— TASK DETAILS —
Beginning with the first line, transcribe the entries below exactly through the line containing "Serialize what can be read in the", inclusive.

Stored items
■ ■ ■ ■ ■ ■ ■
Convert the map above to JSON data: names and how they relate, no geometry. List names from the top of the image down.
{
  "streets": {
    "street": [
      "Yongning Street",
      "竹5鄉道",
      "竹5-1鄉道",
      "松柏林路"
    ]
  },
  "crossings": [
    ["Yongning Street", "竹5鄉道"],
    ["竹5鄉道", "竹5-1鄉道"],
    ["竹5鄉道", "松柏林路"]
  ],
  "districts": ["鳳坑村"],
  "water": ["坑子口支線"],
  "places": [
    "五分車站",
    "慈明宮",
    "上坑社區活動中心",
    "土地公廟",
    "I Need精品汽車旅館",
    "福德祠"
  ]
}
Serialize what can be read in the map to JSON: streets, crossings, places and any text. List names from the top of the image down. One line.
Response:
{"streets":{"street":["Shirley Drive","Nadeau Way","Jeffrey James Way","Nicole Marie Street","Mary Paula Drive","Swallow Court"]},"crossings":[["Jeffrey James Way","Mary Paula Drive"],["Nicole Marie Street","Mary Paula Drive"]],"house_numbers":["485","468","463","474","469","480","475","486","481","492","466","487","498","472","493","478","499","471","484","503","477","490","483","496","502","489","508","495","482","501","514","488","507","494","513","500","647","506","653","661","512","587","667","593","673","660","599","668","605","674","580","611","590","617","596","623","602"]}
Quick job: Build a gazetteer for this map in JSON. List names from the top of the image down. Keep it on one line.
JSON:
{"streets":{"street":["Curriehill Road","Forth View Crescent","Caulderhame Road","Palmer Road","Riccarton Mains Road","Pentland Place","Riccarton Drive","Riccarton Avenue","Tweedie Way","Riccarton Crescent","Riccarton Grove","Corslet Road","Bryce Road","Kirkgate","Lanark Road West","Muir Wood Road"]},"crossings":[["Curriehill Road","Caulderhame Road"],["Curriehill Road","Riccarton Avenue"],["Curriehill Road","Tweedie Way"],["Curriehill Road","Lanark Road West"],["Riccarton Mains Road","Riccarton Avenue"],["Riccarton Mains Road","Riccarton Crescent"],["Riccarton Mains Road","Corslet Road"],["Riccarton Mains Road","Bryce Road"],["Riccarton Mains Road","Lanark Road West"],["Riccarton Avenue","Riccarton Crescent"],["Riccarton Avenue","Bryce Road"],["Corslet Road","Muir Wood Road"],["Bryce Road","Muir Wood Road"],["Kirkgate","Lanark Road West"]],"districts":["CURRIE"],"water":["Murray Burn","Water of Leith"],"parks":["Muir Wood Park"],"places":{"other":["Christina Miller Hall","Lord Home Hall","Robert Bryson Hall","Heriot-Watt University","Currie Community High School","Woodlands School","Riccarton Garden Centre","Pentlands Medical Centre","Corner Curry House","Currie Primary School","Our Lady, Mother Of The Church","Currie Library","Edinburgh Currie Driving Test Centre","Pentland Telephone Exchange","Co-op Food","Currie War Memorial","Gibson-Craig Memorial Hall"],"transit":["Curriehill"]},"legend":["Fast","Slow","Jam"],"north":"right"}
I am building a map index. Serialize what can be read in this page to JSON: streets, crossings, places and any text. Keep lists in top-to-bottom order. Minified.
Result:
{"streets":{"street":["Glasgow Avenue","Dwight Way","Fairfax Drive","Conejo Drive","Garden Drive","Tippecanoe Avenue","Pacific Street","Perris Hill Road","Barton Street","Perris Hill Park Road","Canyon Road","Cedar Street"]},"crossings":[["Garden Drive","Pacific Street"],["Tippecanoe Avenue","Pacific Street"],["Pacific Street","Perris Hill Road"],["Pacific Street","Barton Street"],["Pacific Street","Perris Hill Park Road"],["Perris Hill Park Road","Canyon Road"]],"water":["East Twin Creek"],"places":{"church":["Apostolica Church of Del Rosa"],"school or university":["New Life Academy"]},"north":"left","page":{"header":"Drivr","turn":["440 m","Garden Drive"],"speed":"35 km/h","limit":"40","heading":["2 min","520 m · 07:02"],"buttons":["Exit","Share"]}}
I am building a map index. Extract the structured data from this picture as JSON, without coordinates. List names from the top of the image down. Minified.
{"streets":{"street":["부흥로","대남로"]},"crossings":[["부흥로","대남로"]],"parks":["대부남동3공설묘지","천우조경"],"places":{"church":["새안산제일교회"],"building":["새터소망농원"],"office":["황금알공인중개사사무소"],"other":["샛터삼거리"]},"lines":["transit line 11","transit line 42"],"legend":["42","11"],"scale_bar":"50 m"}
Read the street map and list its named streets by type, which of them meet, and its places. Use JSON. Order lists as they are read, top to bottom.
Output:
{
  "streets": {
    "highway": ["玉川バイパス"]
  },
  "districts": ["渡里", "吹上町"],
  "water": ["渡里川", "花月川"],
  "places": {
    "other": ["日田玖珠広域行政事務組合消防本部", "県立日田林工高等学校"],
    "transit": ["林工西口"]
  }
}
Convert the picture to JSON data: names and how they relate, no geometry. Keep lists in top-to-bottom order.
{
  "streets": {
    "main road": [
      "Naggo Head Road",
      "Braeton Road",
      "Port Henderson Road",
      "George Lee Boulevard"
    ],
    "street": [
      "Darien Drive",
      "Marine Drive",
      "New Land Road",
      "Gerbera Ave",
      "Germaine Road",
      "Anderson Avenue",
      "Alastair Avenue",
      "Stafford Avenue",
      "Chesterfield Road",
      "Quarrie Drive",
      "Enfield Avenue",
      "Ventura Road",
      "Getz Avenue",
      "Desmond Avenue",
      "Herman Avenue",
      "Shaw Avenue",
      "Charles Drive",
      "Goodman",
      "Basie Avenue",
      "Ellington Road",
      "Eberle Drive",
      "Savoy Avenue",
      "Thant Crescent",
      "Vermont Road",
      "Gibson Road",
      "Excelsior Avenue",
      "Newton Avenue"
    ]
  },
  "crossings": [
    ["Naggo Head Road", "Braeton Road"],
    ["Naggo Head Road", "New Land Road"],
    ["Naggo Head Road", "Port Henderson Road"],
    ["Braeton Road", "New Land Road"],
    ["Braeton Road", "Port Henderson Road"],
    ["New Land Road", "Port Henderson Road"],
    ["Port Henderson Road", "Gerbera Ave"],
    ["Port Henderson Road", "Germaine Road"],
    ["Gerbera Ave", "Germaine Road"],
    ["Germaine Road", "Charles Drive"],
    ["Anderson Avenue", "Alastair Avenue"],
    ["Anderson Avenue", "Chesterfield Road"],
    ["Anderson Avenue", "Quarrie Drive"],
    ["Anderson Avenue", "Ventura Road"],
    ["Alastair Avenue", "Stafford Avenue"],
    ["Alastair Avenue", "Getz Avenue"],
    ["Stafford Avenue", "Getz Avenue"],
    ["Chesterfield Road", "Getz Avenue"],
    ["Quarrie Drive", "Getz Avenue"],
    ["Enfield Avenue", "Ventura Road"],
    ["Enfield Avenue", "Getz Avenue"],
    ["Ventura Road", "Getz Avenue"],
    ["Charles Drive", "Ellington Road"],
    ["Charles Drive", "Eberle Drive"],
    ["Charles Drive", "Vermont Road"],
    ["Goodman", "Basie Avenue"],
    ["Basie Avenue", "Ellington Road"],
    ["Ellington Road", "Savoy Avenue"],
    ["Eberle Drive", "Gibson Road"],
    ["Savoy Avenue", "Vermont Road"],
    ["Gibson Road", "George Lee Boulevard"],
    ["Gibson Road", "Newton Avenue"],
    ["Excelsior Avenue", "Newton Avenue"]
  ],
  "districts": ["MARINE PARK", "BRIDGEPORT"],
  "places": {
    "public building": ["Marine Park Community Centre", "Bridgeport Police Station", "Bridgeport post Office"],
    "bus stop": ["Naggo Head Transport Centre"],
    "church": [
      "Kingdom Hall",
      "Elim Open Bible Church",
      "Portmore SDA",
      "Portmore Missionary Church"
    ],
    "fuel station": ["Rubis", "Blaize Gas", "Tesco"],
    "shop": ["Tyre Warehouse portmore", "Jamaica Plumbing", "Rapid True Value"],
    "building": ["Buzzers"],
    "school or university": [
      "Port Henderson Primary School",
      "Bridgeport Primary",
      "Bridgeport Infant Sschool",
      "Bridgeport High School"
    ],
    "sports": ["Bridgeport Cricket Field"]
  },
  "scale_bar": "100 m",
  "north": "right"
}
■ ■ ■ ■ ■ ■ ■
— OUTPUT FOR THIS EXERCISE —
Convert the map above to JSON data: names and how they relate, no geometry. List names from the top of the image down.
{
  "streets": {
    "street": [
      "Yongning Street",
      "竹5鄉道",
      "竹5-1鄉道",
      "松柏林路"
    ]
  },
  "crossings": [
    ["Yongning Street", "竹5鄉道"],
    ["竹5鄉道", "竹5-1鄉道"],
    ["竹5鄉道", "松柏林路"]
  ],
  "districts": ["鳳坑村"],
  "water": ["坑子口支線"],
  "places": [
    "五分車站",
    "慈明宮",
    "上坑社區活動中心",
    "土地公廟",
    "I Need精品汽車旅館",
    "福德祠"
  ]
}
Serialize what can be read in the map to JSON: streets, crossings, places and any text. List names from the top of the image down. One line.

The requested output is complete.